- What you need to do -
Only what runs from the line with "Read the screenshot" to the final line of the records below should be given again, word for word.

- Records for the task -
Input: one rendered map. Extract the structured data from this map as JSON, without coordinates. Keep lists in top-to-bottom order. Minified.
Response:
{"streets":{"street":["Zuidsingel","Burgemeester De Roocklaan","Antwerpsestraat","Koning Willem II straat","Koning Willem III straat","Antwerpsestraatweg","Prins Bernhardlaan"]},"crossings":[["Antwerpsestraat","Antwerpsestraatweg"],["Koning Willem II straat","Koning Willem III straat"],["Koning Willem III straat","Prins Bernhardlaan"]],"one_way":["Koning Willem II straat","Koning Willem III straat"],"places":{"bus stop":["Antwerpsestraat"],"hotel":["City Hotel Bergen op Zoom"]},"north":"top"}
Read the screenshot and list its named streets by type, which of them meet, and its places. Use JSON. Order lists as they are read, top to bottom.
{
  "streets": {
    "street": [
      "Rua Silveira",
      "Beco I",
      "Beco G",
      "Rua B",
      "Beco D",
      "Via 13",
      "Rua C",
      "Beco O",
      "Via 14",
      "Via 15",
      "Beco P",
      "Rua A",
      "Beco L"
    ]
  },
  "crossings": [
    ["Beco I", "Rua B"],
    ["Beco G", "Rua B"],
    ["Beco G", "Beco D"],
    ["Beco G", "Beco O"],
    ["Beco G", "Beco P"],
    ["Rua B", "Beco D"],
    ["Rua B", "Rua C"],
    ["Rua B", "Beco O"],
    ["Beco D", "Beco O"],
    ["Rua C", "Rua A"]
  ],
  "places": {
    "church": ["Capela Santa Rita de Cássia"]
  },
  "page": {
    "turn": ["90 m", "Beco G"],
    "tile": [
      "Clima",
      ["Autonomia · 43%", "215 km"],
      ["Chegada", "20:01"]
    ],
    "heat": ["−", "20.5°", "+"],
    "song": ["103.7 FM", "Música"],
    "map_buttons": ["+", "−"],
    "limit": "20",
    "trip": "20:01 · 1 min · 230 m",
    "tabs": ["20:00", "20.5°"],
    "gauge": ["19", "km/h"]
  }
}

- Task answer -
Read the screenshot and list its named streets by type, which of them meet, and its places. Use JSON. Order lists as they are read, top to bottom.
{
  "streets": {
    "street": [
      "Rua Silveira",
      "Beco I",
      "Beco G",
      "Rua B",
      "Beco D",
      "Via 13",
      "Rua C",
      "Beco O",
      "Via 14",
      "Via 15",
      "Beco P",
      "Rua A",
      "Beco L"
    ]
  },
  "crossings": [
    ["Beco I", "Rua B"],
    ["Beco G", "Rua B"],
    ["Beco G", "Beco D"],
    ["Beco G", "Beco O"],
    ["Beco G", "Beco P"],
    ["Rua B", "Beco D"],
    ["Rua B", "Rua C"],
    ["Rua B", "Beco O"],
    ["Beco D", "Beco O"],
    ["Rua C", "Rua A"]
  ],
  "places": {
    "church": ["Capela Santa Rita de Cássia"]
  },
  "page": {
    "turn": ["90 m", "Beco G"],
    "tile": [
      "Clima",
      ["Autonomia · 43%", "215 km"],
      ["Chegada", "20:01"]
    ],
    "heat": ["−", "20.5°", "+"],
    "song": ["103.7 FM", "Música"],
    "map_buttons": ["+", "−"],
    "limit": "20",
    "trip": "20:01 · 1 min · 230 m",
    "tabs": ["20:00", "20.5°"],
    "gauge": ["19", "km/h"]
  }
}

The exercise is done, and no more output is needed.